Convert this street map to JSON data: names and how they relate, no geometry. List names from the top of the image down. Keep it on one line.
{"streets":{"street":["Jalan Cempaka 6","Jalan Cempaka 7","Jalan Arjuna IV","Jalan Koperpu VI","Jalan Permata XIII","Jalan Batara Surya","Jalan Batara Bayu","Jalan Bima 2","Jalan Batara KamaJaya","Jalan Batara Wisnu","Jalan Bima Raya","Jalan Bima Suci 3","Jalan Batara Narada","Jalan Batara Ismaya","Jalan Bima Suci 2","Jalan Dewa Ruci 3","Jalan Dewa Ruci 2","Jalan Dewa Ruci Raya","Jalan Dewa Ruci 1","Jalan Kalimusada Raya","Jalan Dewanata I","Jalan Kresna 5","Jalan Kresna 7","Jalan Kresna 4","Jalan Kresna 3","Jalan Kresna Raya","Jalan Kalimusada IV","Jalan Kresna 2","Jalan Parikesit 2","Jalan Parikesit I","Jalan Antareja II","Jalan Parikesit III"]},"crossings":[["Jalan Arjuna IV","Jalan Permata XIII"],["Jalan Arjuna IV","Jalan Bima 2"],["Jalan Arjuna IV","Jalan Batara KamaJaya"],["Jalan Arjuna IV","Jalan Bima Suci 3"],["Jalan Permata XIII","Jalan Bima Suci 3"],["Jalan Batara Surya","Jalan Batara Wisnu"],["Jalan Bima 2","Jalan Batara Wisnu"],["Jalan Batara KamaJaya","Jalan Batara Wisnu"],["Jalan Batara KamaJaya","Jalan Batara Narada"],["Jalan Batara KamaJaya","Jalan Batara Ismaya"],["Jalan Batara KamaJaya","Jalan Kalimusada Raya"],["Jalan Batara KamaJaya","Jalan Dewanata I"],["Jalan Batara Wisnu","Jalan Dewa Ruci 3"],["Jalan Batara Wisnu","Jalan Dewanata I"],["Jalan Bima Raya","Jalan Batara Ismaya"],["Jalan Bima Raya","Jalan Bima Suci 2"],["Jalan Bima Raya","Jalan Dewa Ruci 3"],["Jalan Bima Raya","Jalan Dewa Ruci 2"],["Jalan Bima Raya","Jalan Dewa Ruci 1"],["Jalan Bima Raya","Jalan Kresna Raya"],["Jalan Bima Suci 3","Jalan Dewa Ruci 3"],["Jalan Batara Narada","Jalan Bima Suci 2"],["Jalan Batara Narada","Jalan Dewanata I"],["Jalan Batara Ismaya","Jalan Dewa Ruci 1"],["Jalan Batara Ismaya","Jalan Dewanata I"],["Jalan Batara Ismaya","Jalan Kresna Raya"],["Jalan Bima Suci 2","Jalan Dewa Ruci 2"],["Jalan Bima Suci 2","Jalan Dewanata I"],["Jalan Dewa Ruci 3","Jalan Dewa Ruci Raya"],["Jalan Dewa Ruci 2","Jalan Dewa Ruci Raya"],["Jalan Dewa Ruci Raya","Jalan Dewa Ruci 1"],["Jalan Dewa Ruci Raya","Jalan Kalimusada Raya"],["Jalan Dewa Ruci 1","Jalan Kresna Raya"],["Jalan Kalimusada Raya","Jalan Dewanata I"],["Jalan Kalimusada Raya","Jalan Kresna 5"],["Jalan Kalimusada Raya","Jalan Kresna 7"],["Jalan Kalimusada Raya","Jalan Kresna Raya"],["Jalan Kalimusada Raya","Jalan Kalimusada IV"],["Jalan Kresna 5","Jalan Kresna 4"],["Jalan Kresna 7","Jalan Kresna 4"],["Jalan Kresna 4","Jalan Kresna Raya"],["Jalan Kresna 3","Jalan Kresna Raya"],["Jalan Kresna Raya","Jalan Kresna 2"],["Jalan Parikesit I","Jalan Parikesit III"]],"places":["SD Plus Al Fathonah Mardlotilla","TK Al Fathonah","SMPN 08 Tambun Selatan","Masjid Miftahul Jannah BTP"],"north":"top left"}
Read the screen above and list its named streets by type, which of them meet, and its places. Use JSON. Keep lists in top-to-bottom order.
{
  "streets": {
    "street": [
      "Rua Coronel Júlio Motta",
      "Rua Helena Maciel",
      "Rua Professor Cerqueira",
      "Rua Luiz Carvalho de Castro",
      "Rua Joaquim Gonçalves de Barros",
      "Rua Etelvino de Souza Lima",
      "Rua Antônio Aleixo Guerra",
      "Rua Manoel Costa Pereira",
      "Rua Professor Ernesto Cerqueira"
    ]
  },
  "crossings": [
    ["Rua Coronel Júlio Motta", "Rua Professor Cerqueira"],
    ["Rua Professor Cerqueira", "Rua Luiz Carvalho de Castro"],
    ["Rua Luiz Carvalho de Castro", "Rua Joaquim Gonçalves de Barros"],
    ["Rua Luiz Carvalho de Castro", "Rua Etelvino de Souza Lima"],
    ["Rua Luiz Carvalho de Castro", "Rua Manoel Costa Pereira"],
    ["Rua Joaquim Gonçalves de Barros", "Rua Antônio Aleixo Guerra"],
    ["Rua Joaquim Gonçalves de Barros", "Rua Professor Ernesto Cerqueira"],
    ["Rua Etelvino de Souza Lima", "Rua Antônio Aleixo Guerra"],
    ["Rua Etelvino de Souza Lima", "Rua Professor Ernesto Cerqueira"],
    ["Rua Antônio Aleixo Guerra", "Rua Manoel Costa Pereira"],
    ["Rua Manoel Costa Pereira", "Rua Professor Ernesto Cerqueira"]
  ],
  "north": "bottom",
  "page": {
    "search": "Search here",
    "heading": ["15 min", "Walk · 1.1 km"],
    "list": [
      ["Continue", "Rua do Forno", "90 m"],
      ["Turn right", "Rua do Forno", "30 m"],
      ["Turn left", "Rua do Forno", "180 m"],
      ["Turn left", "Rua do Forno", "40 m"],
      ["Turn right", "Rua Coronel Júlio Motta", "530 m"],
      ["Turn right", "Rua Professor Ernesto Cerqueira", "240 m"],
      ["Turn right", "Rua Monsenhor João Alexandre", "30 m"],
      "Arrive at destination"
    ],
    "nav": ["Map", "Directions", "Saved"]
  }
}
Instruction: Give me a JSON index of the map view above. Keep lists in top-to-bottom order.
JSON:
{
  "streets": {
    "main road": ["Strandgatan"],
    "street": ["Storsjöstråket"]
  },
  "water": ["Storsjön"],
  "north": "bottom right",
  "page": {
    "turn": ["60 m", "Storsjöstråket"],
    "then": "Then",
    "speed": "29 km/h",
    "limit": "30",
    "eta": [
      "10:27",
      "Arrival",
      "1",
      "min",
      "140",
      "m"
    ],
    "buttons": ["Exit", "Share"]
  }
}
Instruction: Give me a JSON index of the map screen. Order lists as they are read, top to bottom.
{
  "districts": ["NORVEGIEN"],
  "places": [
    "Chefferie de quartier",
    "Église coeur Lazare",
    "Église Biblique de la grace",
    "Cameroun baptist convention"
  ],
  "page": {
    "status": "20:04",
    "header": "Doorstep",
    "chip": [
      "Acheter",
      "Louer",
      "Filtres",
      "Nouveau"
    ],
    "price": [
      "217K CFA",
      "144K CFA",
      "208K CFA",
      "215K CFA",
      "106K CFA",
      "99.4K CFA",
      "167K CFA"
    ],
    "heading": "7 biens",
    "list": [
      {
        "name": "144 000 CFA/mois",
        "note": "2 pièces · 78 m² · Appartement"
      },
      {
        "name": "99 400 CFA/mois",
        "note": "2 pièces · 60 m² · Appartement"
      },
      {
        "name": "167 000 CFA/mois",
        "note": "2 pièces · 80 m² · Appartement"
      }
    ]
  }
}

════════

### [EXERCISE REQUIREMENTS]
Take every line from the listing above that includes the word "Motta" and copy it.

### [OUTPUT FOR THIS EXERCISE]
      "Rua Coronel Júlio Motta",
    ["Rua Coronel Júlio Motta", "Rua Professor Cerqueira"],
      ["Turn right", "Rua Coronel Júlio Motta", "530 m"],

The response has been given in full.